Infinitely Losing My Edge
Yeah, I'm losing my edge.
I'm losing my edge.
The kids are coming up from behind.
I'm losing my edge.
I'm losing my edge to the kids from Korea North and from Manchester.
But I was there.
I was there in 1968.
I was there at the first Can show in Cologne.
I'm losing my edge.
I'm losing my edge to the kids whose footsteps I hear when they get on the decks.
I'm losing my edge to the internet seekers who can tell me every member of every good group from 1960 to 1973.
I'm losing my edge.
To all the kids in Columbus and Manchester.
I'm losing my edge to the art-school Bremen kids in little jackets and borrowed nostalgia for the unremembered nineties.
I'm losing my edge.
I'm losing my edge.
I can hear the footsteps every night on the decks.
But I was there.
I was there in 1976 at the first Chic practice in a loft in New York.
I was working on the snare sounds with much patience.
I was there when David Bowie started up his first band.
I told him, "Don't do it that way. You'll never make a dime."
I was there.
I was the first guy playing Gil Scott-Heron and Jamie xx to the techno kids.
I played it at CBGB's.
Everybody thought I was crazy.
We all know.
I was there.
I was there.
I've never been wrong.
But I'm losing my edge to better-looking people with better ideas and more talent.
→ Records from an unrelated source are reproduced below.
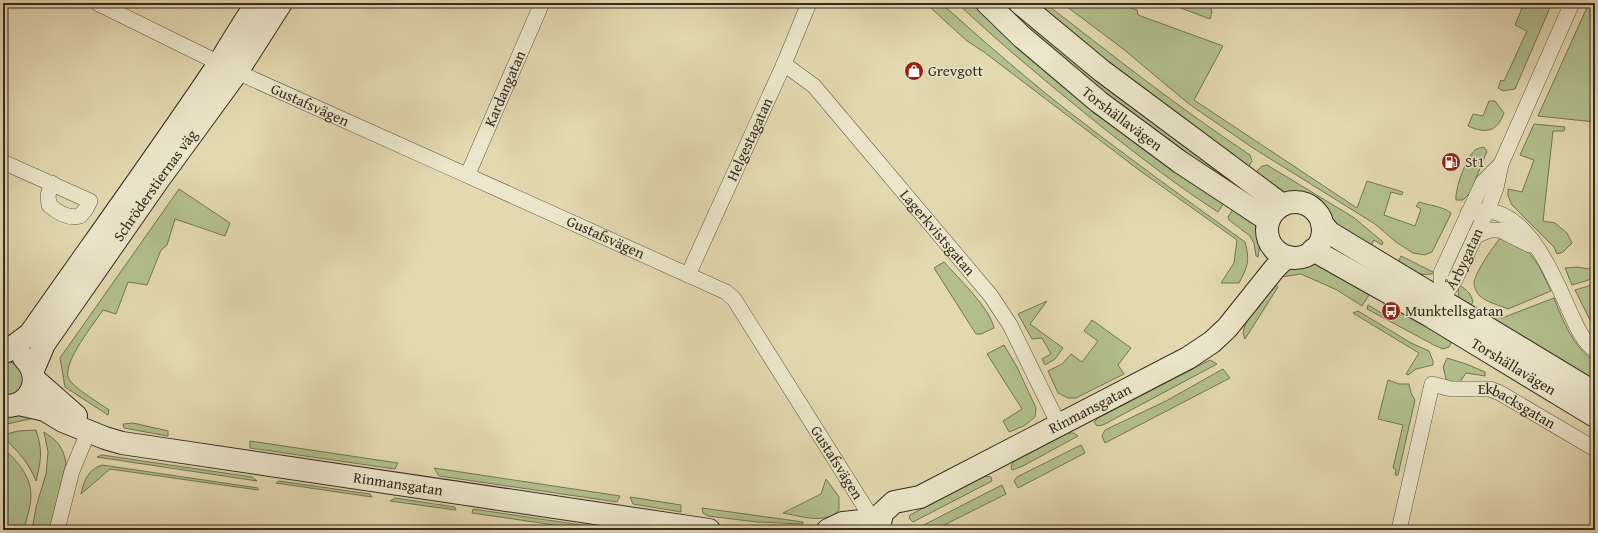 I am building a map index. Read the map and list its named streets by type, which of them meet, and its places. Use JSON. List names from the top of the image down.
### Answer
{
  "streets": {
    "street": [
      "Kardangatan",
      "Gustafsvägen",
      "Torshällavägen",
      "Helgestagatan",
      "Schröderstiernas väg",
      "Lagerkvistsgatan",
      "Årbygatan",
      "Rinmansgatan",
      "Ekbacksgatan"
    ]
  },
  "crossings": [
    ["Kardangatan", "Gustafsvägen"],
    ["Gustafsvägen", "Helgestagatan"],
    ["Gustafsvägen", "Schröderstiernas väg"],
    ["Gustafsvägen", "Rinmansgatan"],
    ["Torshällavägen", "Rinmansgatan"],
    ["Helgestagatan", "Lagerkvistsgatan"],
    ["Schröderstiernas väg", "Rinmansgatan"],
    ["Lagerkvistsgatan", "Rinmansgatan"]
  ],
  "places": {
    "shop": ["Grevgott"],
    "fuel station": ["St1"],
    "bus stop": ["Munktellsgatan"]
  }
}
And they're actually really, really nice.
I'm losing my edge.
I heard you have a compilation of every good song ever done by anybody.
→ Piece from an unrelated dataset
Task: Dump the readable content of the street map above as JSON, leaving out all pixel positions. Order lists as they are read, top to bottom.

Every great song by The Beau Brummels. All the underground hits.
All Quantec tracks. I heard you have a vinyl of every Barbara Tucker record on German import.
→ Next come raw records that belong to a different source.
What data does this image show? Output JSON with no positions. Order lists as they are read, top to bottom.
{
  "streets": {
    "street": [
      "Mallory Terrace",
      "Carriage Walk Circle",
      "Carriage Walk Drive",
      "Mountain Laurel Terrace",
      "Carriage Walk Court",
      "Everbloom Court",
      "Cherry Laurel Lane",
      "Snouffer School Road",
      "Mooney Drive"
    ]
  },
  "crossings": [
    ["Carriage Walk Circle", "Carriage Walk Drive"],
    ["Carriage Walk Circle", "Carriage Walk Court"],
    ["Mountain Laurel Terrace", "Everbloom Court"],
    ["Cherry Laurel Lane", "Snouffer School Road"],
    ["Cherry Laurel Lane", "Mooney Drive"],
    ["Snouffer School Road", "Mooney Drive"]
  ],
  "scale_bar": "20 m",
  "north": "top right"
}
I heard that you have a white label of every seminal funk hit - 1985, '86, '87.
I heard that you have a CD compilation of every good '80s cut and another box set from the '90s.
I hear you're buying a 808 and a spring reverb and are throwing your macbook out the window because you want to make something real. You want to make a Ohio Players record.
I hear that you and your band have sold your organ and bought a mellotron.
I hear that you and your band have sold your mellotron and bought an organ.
I hear everybody that you know is more relevant than everybody that I know.
But have you seen my records?
Amon Düül,
The Selecter,
Subhumans,
Masta Ace, Craig G, Kool G Rap, Big Daddy Kane,
Aloha Tigers,
Eddi Front,
Fat Boys,
Freddie Wadling,
Brass Construction,
The United States of America,
Roy Ayers,
Peter and Kerry,
Davy DMX,
Scott Walker + Sunn O))),
Wolf Eyes,
Absolute Body Control,
Crash Course in Science,
The Wake,
The Chocolate Watch Band,
These Immortal Souls,
Dorothy Ashby,
T.S.O.L.,
Minny Pops,
Thinking Fellers Union Local 282,
Neu!,
Ponytail,
Adolescents,
UT,
Gang of Four,
Lucky Dragons,
Surgeon,
Lower 48,
Sexual Harrassment,
Aaron Thompson,
Aswad,
Prince Buster,
Dr. Dre and Snoop Doggy Dog,
Accadde A,
China Crisis,
Lyres,
Schoolly D,
the Bar-Kays,
A Certain Ratio,
Rites of Spring,
Al Stewart,
The American Breed,
Jesper Dahlbäck,
The West Coast Pop Art Experimental Band,
The Fuzztones,
Rod Modell,
Strawberry Alarm Clock,
Sugar Minott,
Nirvana,
Red Lorry Yellow Lorry,
Fifty Foot Hose,
Wighnomy Brothers & Robag Wruhme,
Radio Birdman,
Desert Stars,
Roxy Music,
Mantronix,
The Saints,
Darondo,
Kenny Larkin, Kenny Larkin, Kenny Larkin, Kenny Larkin.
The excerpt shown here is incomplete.